What lines below contain the string "Dump"? List them all.

ENTRIES PROVIDED:
____________________
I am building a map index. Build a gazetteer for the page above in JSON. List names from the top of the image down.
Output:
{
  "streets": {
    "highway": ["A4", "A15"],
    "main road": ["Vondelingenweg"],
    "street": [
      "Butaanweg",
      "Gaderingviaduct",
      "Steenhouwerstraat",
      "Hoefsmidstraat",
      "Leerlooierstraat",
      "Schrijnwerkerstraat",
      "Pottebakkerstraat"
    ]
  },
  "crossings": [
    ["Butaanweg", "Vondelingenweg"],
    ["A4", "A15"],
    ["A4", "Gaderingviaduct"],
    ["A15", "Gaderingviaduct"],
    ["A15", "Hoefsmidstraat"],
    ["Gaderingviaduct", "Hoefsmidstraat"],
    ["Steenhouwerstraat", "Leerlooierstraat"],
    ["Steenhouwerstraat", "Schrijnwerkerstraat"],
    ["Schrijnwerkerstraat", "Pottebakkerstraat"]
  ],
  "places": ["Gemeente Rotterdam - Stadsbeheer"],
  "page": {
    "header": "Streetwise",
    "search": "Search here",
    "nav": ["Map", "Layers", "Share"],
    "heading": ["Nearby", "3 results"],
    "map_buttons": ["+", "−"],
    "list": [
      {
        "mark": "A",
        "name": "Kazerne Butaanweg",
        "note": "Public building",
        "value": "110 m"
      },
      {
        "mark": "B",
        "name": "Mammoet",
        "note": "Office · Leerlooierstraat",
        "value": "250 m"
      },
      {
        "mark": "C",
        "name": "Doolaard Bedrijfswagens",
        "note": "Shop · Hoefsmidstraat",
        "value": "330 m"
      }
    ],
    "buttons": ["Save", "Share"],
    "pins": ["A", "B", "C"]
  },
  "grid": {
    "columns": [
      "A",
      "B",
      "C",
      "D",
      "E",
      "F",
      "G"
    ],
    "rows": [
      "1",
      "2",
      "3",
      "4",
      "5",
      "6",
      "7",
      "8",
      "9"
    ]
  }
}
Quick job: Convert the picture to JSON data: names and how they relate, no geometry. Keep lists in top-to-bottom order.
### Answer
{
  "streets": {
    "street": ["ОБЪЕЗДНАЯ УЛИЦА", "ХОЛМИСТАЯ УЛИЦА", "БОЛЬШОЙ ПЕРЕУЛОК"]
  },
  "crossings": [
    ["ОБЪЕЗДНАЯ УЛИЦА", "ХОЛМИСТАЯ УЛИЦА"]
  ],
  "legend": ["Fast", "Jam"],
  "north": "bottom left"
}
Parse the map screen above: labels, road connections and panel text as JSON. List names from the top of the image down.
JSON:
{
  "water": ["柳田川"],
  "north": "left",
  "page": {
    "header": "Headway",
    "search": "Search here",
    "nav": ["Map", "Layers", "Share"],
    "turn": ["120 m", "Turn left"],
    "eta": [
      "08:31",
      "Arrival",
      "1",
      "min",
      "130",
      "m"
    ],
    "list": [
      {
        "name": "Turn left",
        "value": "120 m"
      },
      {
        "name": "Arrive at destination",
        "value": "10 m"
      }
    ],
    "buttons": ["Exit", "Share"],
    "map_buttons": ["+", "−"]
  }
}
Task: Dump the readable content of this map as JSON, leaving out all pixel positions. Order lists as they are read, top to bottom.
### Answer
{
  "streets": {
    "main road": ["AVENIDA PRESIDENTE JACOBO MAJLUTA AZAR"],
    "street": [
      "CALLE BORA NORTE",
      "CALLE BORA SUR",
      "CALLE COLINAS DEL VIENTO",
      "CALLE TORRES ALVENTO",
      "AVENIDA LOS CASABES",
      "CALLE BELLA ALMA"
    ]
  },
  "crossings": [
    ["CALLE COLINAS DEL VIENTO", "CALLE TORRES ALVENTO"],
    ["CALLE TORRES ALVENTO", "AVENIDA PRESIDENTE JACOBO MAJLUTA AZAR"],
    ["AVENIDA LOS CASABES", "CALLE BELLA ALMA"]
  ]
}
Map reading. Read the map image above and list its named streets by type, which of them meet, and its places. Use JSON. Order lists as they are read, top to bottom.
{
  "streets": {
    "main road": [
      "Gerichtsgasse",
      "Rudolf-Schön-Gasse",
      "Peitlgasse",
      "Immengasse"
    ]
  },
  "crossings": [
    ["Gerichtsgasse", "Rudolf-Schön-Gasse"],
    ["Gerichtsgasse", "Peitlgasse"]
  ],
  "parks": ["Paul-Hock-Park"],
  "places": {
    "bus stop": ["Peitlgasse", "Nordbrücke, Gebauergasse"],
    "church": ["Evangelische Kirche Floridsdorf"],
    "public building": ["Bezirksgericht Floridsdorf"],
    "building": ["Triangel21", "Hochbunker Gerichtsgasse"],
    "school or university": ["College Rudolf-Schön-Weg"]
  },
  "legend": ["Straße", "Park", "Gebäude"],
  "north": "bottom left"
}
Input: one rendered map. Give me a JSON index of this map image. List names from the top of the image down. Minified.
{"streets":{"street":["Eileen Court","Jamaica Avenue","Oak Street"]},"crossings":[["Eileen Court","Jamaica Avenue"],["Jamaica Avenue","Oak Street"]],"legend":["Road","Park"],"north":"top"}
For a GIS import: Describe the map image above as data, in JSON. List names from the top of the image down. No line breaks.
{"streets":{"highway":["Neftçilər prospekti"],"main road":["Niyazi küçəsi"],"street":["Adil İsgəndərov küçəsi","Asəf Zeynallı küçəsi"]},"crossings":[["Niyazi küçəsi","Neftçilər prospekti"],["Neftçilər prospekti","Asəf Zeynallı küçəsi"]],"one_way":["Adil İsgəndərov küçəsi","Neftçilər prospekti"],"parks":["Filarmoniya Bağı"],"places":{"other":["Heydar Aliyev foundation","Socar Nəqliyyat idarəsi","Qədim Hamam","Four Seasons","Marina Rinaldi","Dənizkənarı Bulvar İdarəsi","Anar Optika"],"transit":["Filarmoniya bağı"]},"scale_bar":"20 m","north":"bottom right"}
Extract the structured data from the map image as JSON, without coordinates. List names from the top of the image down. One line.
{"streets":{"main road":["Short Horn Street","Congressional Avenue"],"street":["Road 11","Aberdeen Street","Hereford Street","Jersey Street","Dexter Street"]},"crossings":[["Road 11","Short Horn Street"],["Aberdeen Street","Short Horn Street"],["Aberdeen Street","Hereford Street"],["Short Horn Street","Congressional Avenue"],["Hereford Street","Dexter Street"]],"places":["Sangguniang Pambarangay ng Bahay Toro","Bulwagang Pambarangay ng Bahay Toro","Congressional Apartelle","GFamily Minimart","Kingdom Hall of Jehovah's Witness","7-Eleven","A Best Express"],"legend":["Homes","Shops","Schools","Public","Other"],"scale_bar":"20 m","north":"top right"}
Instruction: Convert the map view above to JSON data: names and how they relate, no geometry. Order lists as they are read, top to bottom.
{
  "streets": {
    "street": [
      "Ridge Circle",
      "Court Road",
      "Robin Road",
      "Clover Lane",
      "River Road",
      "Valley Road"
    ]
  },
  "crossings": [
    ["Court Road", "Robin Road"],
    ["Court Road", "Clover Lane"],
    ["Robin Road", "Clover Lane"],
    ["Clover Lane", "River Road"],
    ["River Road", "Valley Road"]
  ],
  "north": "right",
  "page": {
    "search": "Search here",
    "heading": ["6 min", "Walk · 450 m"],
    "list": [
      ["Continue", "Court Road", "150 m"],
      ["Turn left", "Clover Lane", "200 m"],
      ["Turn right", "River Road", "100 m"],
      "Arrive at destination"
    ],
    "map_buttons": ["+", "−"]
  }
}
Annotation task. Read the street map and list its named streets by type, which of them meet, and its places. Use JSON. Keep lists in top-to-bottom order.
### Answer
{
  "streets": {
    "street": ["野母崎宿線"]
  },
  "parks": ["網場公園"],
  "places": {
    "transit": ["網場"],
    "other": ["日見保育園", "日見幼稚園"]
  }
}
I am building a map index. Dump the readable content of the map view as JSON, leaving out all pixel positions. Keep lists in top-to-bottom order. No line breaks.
____________________
YOUR SOLUTION:
Task: Dump the readable content of this map as JSON, leaving out all pixel positions. Order lists as they are read, top to bottom.
I am building a map index. Dump the readable content of the map view as JSON, leaving out all pixel positions. Keep lists in top-to-bottom order. No line breaks.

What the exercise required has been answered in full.